> Task details
In the records below, some lines contain the word "scale". Copy each of them.
#####
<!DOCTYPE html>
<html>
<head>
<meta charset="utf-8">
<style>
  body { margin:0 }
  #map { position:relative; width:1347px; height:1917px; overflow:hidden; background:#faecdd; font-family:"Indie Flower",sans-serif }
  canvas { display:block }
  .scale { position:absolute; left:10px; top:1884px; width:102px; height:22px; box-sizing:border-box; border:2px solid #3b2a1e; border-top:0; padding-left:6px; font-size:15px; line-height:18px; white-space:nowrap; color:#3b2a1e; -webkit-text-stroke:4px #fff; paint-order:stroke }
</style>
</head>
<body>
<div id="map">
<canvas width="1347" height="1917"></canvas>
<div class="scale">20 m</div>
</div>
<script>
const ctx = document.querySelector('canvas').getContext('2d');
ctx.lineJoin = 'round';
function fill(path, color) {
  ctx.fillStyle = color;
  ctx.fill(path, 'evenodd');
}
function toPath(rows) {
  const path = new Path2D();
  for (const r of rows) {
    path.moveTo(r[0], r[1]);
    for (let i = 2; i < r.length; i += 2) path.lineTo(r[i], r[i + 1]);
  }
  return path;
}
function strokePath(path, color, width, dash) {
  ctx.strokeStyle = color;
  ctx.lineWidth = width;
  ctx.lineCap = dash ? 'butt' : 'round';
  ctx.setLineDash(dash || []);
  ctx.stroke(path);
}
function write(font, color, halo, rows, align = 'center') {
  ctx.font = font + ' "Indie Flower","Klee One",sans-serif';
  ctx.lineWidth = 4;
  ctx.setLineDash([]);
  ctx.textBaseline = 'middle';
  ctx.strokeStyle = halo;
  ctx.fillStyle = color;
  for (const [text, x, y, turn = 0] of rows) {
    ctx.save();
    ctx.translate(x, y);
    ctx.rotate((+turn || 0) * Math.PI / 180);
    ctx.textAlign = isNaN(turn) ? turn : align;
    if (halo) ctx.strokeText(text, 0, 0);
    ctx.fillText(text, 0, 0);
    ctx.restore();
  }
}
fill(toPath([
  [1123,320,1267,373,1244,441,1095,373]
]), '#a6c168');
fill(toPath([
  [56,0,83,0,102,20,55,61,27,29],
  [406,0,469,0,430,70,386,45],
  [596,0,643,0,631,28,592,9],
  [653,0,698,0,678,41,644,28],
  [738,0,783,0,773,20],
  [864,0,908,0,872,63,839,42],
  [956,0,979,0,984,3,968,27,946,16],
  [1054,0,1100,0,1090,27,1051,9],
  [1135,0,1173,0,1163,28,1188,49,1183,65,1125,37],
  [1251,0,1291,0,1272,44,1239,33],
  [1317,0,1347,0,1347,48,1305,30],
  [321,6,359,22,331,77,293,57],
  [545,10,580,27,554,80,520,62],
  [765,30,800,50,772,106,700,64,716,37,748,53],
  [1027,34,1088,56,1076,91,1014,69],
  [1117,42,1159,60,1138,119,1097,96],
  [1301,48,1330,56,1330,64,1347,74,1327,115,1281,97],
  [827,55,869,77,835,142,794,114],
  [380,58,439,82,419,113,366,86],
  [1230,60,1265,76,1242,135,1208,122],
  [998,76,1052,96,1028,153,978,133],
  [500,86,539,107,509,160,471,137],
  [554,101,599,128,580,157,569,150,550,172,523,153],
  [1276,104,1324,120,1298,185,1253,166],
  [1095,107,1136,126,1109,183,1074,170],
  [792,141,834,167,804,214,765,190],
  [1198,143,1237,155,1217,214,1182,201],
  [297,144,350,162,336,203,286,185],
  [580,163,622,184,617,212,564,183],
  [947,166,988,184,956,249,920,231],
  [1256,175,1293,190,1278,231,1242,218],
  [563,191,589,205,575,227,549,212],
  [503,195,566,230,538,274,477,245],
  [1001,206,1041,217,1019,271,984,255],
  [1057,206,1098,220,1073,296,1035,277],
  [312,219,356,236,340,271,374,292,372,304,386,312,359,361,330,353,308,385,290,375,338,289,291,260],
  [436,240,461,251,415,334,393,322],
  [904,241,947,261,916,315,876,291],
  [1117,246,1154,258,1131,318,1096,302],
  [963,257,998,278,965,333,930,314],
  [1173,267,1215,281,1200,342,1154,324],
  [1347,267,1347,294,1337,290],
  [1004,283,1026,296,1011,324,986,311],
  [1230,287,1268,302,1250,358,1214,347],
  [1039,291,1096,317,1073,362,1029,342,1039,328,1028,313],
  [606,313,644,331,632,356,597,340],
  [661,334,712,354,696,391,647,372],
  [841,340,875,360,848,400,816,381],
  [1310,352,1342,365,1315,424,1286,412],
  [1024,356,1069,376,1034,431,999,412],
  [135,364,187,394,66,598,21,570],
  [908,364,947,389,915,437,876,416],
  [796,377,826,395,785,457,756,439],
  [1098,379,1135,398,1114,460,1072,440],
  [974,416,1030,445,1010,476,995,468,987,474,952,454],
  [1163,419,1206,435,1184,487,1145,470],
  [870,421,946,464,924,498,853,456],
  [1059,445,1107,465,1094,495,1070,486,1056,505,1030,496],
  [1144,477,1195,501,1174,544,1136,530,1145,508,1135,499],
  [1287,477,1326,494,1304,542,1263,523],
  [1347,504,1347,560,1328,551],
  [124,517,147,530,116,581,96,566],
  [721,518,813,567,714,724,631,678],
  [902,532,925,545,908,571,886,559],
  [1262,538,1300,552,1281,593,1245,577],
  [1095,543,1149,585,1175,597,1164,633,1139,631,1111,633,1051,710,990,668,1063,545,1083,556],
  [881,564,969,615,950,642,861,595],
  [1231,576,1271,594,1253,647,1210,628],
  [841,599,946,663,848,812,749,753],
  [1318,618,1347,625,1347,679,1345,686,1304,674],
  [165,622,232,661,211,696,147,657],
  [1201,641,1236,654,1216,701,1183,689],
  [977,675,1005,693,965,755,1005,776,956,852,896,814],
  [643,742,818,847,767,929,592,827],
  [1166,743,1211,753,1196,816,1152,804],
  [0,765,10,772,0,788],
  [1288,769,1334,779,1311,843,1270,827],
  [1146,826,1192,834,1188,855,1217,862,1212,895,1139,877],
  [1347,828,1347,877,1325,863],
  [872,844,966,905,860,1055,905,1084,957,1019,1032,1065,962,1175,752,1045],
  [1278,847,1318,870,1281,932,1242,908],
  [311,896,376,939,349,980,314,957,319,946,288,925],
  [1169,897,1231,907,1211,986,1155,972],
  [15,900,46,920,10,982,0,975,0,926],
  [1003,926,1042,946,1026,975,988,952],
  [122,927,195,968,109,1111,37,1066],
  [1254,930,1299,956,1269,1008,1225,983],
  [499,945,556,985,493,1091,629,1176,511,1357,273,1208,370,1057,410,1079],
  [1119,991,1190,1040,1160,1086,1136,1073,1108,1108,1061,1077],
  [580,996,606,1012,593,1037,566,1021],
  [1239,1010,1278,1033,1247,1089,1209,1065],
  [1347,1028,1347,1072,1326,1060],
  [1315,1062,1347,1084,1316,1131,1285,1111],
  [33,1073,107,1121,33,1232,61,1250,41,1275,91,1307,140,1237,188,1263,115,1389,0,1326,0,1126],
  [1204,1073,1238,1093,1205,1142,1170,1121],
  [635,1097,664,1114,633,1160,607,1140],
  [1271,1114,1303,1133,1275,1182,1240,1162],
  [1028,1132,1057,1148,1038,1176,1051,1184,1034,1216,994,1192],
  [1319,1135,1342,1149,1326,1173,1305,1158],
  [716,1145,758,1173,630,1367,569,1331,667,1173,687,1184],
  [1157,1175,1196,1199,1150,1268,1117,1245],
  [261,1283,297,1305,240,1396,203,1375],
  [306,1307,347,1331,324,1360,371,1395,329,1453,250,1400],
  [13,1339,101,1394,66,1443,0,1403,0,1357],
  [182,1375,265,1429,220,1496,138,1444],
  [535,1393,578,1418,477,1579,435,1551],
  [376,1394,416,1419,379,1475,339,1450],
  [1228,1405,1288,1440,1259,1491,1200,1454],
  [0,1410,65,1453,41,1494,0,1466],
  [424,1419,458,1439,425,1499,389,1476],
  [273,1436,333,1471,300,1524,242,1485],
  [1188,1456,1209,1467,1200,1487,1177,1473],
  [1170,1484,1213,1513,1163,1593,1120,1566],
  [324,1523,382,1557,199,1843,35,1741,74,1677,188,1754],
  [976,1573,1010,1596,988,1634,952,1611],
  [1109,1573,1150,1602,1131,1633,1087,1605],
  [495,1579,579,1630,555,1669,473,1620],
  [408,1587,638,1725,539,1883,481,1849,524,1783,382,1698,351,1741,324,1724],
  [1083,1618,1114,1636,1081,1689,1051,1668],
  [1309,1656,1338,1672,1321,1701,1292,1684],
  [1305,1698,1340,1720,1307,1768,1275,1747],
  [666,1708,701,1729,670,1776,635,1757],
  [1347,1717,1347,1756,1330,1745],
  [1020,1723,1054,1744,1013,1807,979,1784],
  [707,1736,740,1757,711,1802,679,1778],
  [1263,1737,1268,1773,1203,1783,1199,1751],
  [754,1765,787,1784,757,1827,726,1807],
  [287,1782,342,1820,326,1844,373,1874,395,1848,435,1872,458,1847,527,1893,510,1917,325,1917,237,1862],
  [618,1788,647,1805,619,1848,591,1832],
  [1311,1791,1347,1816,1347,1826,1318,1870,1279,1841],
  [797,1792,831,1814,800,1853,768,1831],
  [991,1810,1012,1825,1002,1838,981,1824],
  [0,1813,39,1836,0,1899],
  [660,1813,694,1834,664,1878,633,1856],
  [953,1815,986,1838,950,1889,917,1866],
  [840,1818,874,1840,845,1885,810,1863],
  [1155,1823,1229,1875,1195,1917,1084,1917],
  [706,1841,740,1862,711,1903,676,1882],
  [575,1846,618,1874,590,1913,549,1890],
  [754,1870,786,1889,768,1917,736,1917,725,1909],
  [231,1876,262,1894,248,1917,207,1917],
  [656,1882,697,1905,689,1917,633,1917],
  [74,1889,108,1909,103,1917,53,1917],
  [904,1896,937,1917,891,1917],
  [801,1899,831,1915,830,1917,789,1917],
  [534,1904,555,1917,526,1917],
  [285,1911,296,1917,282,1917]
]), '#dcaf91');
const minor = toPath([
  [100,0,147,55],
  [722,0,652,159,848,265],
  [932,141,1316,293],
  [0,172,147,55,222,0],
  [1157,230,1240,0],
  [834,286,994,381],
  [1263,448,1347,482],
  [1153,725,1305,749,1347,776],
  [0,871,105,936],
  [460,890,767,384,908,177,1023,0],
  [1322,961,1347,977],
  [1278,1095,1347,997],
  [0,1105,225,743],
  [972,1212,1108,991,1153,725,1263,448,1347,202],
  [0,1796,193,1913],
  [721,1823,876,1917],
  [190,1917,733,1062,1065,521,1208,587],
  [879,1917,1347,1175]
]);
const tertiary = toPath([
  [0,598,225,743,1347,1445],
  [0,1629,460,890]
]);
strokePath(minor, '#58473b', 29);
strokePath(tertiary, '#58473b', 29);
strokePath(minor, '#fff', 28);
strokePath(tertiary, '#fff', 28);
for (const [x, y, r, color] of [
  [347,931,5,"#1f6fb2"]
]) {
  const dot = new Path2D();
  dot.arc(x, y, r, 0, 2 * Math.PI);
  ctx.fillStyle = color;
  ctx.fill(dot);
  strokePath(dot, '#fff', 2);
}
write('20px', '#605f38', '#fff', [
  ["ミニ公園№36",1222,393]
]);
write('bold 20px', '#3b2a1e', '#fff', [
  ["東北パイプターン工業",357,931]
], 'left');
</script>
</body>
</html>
#####
> Task result
  .scale { position:absolute; left:10px; top:1884px; width:102px; height:22px; box-sizing:border-box; border:2px solid #3b2a1e; border-top:0; padding-left:6px; font-size:15px; line-height:18px; white-space:nowrap; color:#3b2a1e; -webkit-text-stroke:4px #fff; paint-order:stroke }
<div class="scale">20 m</div>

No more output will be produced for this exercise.